* **Task details**: Restate all the data exactly, so that each line is the same as before.

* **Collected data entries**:
──────

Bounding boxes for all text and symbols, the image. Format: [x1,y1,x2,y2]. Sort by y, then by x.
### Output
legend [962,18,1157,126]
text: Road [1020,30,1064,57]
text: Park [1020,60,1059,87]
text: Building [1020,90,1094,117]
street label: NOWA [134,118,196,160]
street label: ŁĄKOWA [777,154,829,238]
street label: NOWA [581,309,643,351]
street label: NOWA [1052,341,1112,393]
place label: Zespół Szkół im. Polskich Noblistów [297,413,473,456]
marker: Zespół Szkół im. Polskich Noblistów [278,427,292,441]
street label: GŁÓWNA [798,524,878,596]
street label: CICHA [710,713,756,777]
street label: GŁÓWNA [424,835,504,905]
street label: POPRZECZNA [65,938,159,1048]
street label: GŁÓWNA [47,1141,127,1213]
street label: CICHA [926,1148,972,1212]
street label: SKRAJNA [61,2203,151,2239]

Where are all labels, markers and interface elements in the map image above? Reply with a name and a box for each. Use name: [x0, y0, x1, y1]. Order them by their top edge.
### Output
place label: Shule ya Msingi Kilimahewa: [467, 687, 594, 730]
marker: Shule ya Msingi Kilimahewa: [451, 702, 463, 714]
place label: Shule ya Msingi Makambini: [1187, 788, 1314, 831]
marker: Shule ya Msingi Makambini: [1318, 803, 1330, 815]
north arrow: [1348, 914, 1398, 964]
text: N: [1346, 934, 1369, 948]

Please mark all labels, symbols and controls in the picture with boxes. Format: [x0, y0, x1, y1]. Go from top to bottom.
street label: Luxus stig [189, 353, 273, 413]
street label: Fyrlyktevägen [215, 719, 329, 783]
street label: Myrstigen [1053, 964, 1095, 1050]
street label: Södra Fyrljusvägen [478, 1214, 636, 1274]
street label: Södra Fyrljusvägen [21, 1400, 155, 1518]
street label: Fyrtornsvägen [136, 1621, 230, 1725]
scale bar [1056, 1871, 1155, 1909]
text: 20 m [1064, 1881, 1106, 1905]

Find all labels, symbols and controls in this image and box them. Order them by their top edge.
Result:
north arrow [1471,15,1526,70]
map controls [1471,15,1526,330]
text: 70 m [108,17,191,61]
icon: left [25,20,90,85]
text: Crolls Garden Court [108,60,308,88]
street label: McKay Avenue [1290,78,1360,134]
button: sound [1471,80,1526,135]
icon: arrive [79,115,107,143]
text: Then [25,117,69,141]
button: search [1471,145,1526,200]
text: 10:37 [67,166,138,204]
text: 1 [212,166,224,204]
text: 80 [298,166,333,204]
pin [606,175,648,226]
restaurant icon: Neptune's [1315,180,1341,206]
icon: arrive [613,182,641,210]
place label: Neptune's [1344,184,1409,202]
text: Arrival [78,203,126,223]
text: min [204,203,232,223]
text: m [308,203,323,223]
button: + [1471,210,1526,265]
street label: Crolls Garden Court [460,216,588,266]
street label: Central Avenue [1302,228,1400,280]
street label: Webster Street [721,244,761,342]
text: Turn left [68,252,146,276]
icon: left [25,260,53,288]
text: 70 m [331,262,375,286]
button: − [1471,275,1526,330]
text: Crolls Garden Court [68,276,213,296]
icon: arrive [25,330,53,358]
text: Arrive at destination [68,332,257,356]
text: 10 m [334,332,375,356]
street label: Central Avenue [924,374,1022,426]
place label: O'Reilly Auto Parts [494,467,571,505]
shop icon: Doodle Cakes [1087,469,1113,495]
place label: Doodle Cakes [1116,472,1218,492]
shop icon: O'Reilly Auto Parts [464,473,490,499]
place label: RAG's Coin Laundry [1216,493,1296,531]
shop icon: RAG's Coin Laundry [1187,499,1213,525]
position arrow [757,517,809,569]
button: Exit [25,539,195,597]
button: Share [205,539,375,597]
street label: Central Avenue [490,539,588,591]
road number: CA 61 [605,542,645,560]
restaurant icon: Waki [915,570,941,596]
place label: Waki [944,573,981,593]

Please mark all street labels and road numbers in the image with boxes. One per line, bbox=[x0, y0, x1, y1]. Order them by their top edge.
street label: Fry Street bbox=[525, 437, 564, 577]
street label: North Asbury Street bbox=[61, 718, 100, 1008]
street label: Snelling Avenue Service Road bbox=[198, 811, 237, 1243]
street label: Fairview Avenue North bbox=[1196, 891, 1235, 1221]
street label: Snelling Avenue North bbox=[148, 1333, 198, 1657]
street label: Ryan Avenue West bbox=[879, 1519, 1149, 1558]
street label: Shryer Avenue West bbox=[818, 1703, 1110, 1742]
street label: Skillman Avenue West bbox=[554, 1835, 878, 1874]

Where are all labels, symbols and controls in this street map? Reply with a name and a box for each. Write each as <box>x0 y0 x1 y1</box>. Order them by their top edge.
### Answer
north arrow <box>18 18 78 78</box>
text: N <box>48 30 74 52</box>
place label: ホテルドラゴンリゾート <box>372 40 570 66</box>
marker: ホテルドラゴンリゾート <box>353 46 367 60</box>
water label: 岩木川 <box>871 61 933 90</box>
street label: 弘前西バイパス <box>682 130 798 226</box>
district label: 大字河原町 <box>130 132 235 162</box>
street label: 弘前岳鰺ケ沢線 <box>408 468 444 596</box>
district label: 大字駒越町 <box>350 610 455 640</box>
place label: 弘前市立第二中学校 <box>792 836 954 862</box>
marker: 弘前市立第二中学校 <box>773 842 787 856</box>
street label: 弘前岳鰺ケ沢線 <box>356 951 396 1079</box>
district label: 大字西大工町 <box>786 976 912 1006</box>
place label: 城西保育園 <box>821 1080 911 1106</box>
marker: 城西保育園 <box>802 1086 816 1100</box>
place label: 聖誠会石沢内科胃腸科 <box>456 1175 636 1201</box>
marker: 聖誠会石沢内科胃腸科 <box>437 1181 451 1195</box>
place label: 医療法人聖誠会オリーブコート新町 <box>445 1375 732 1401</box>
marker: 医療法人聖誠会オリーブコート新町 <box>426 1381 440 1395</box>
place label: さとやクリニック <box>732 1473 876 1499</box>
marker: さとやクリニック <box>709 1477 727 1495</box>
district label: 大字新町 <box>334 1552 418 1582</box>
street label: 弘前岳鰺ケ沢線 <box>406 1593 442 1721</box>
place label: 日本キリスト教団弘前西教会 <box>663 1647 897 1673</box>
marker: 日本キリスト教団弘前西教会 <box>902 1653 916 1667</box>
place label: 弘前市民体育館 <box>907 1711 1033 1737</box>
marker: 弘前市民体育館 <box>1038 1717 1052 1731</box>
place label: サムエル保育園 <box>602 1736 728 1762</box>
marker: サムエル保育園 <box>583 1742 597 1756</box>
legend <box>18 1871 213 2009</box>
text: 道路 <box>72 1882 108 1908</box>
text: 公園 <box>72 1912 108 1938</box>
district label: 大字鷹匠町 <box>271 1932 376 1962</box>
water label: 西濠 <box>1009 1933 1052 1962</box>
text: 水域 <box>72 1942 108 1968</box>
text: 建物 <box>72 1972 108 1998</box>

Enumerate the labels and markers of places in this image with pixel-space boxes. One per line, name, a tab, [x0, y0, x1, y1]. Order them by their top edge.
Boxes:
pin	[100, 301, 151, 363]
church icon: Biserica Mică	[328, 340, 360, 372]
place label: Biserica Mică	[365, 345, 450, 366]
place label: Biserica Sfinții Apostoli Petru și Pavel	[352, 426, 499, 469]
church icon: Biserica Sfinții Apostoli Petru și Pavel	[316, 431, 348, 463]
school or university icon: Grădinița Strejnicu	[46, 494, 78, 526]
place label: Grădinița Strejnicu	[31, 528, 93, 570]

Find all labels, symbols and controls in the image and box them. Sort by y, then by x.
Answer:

──────

* **Answer space**:
Bounding boxes for all text and symbols, the image. Format: [x1,y1,x2,y2]. Sort by y, then by x.
### Output
legend [962,18,1157,126]
text: Road [1020,30,1064,57]
text: Park [1020,60,1059,87]
text: Building [1020,90,1094,117]
street label: NOWA [134,118,196,160]
street label: ŁĄKOWA [777,154,829,238]
street label: NOWA [581,309,643,351]
street label: NOWA [1052,341,1112,393]
place label: Zespół Szkół im. Polskich Noblistów [297,413,473,456]
marker: Zespół Szkół im. Polskich Noblistów [278,427,292,441]
street label: GŁÓWNA [798,524,878,596]
street label: CICHA [710,713,756,777]
street label: GŁÓWNA [424,835,504,905]
street label: POPRZECZNA [65,938,159,1048]
street label: GŁÓWNA [47,1141,127,1213]
street label: CICHA [926,1148,972,1212]
street label: SKRAJNA [61,2203,151,2239]

Where are all labels, markers and interface elements in the map image above? Reply with a name and a box for each. Use name: [x0, y0, x1, y1]. Order them by their top edge.
### Output
place label: Shule ya Msingi Kilimahewa: [467, 687, 594, 730]
marker: Shule ya Msingi Kilimahewa: [451, 702, 463, 714]
place label: Shule ya Msingi Makambini: [1187, 788, 1314, 831]
marker: Shule ya Msingi Makambini: [1318, 803, 1330, 815]
north arrow: [1348, 914, 1398, 964]
text: N: [1346, 934, 1369, 948]

Please mark all labels, symbols and controls in the picture with boxes. Format: [x0, y0, x1, y1]. Go from top to bottom.
street label: Luxus stig [189, 353, 273, 413]
street label: Fyrlyktevägen [215, 719, 329, 783]
street label: Myrstigen [1053, 964, 1095, 1050]
street label: Södra Fyrljusvägen [478, 1214, 636, 1274]
street label: Södra Fyrljusvägen [21, 1400, 155, 1518]
street label: Fyrtornsvägen [136, 1621, 230, 1725]
scale bar [1056, 1871, 1155, 1909]
text: 20 m [1064, 1881, 1106, 1905]

Find all labels, symbols and controls in this image and box them. Order them by their top edge.
Result:
north arrow [1471,15,1526,70]
map controls [1471,15,1526,330]
text: 70 m [108,17,191,61]
icon: left [25,20,90,85]
text: Crolls Garden Court [108,60,308,88]
street label: McKay Avenue [1290,78,1360,134]
button: sound [1471,80,1526,135]
icon: arrive [79,115,107,143]
text: Then [25,117,69,141]
button: search [1471,145,1526,200]
text: 10:37 [67,166,138,204]
text: 1 [212,166,224,204]
text: 80 [298,166,333,204]
pin [606,175,648,226]
restaurant icon: Neptune's [1315,180,1341,206]
icon: arrive [613,182,641,210]
place label: Neptune's [1344,184,1409,202]
text: Arrival [78,203,126,223]
text: min [204,203,232,223]
text: m [308,203,323,223]
button: + [1471,210,1526,265]
street label: Crolls Garden Court [460,216,588,266]
street label: Central Avenue [1302,228,1400,280]
street label: Webster Street [721,244,761,342]
text: Turn left [68,252,146,276]
icon: left [25,260,53,288]
text: 70 m [331,262,375,286]
button: − [1471,275,1526,330]
text: Crolls Garden Court [68,276,213,296]
icon: arrive [25,330,53,358]
text: Arrive at destination [68,332,257,356]
text: 10 m [334,332,375,356]
street label: Central Avenue [924,374,1022,426]
place label: O'Reilly Auto Parts [494,467,571,505]
shop icon: Doodle Cakes [1087,469,1113,495]
place label: Doodle Cakes [1116,472,1218,492]
shop icon: O'Reilly Auto Parts [464,473,490,499]
place label: RAG's Coin Laundry [1216,493,1296,531]
shop icon: RAG's Coin Laundry [1187,499,1213,525]
position arrow [757,517,809,569]
button: Exit [25,539,195,597]
button: Share [205,539,375,597]
street label: Central Avenue [490,539,588,591]
road number: CA 61 [605,542,645,560]
restaurant icon: Waki [915,570,941,596]
place label: Waki [944,573,981,593]

Please mark all street labels and road numbers in the image with boxes. One per line, bbox=[x0, y0, x1, y1]. Order them by their top edge.
street label: Fry Street bbox=[525, 437, 564, 577]
street label: North Asbury Street bbox=[61, 718, 100, 1008]
street label: Snelling Avenue Service Road bbox=[198, 811, 237, 1243]
street label: Fairview Avenue North bbox=[1196, 891, 1235, 1221]
street label: Snelling Avenue North bbox=[148, 1333, 198, 1657]
street label: Ryan Avenue West bbox=[879, 1519, 1149, 1558]
street label: Shryer Avenue West bbox=[818, 1703, 1110, 1742]
street label: Skillman Avenue West bbox=[554, 1835, 878, 1874]

Where are all labels, symbols and controls in this street map? Reply with a name and a box for each. Write each as <box>x0 y0 x1 y1</box>. Order them by their top edge.
### Answer
north arrow <box>18 18 78 78</box>
text: N <box>48 30 74 52</box>
place label: ホテルドラゴンリゾート <box>372 40 570 66</box>
marker: ホテルドラゴンリゾート <box>353 46 367 60</box>
water label: 岩木川 <box>871 61 933 90</box>
street label: 弘前西バイパス <box>682 130 798 226</box>
district label: 大字河原町 <box>130 132 235 162</box>
street label: 弘前岳鰺ケ沢線 <box>408 468 444 596</box>
district label: 大字駒越町 <box>350 610 455 640</box>
place label: 弘前市立第二中学校 <box>792 836 954 862</box>
marker: 弘前市立第二中学校 <box>773 842 787 856</box>
street label: 弘前岳鰺ケ沢線 <box>356 951 396 1079</box>
district label: 大字西大工町 <box>786 976 912 1006</box>
place label: 城西保育園 <box>821 1080 911 1106</box>
marker: 城西保育園 <box>802 1086 816 1100</box>
place label: 聖誠会石沢内科胃腸科 <box>456 1175 636 1201</box>
marker: 聖誠会石沢内科胃腸科 <box>437 1181 451 1195</box>
place label: 医療法人聖誠会オリーブコート新町 <box>445 1375 732 1401</box>
marker: 医療法人聖誠会オリーブコート新町 <box>426 1381 440 1395</box>
place label: さとやクリニック <box>732 1473 876 1499</box>
marker: さとやクリニック <box>709 1477 727 1495</box>
district label: 大字新町 <box>334 1552 418 1582</box>
street label: 弘前岳鰺ケ沢線 <box>406 1593 442 1721</box>
place label: 日本キリスト教団弘前西教会 <box>663 1647 897 1673</box>
marker: 日本キリスト教団弘前西教会 <box>902 1653 916 1667</box>
place label: 弘前市民体育館 <box>907 1711 1033 1737</box>
marker: 弘前市民体育館 <box>1038 1717 1052 1731</box>
place label: サムエル保育園 <box>602 1736 728 1762</box>
marker: サムエル保育園 <box>583 1742 597 1756</box>
legend <box>18 1871 213 2009</box>
text: 道路 <box>72 1882 108 1908</box>
text: 公園 <box>72 1912 108 1938</box>
district label: 大字鷹匠町 <box>271 1932 376 1962</box>
water label: 西濠 <box>1009 1933 1052 1962</box>
text: 水域 <box>72 1942 108 1968</box>
text: 建物 <box>72 1972 108 1998</box>

Enumerate the labels and markers of places in this image with pixel-space boxes. One per line, name, a tab, [x0, y0, x1, y1]. Order them by their top edge.
Boxes:
pin	[100, 301, 151, 363]
church icon: Biserica Mică	[328, 340, 360, 372]
place label: Biserica Mică	[365, 345, 450, 366]
place label: Biserica Sfinții Apostoli Petru și Pavel	[352, 426, 499, 469]
church icon: Biserica Sfinții Apostoli Petru și Pavel	[316, 431, 348, 463]
school or university icon: Grădinița Strejnicu	[46, 494, 78, 526]
place label: Grădinița Strejnicu	[31, 528, 93, 570]

Find all labels, symbols and controls in the image and box them. Sort by y, then by x.
Answer:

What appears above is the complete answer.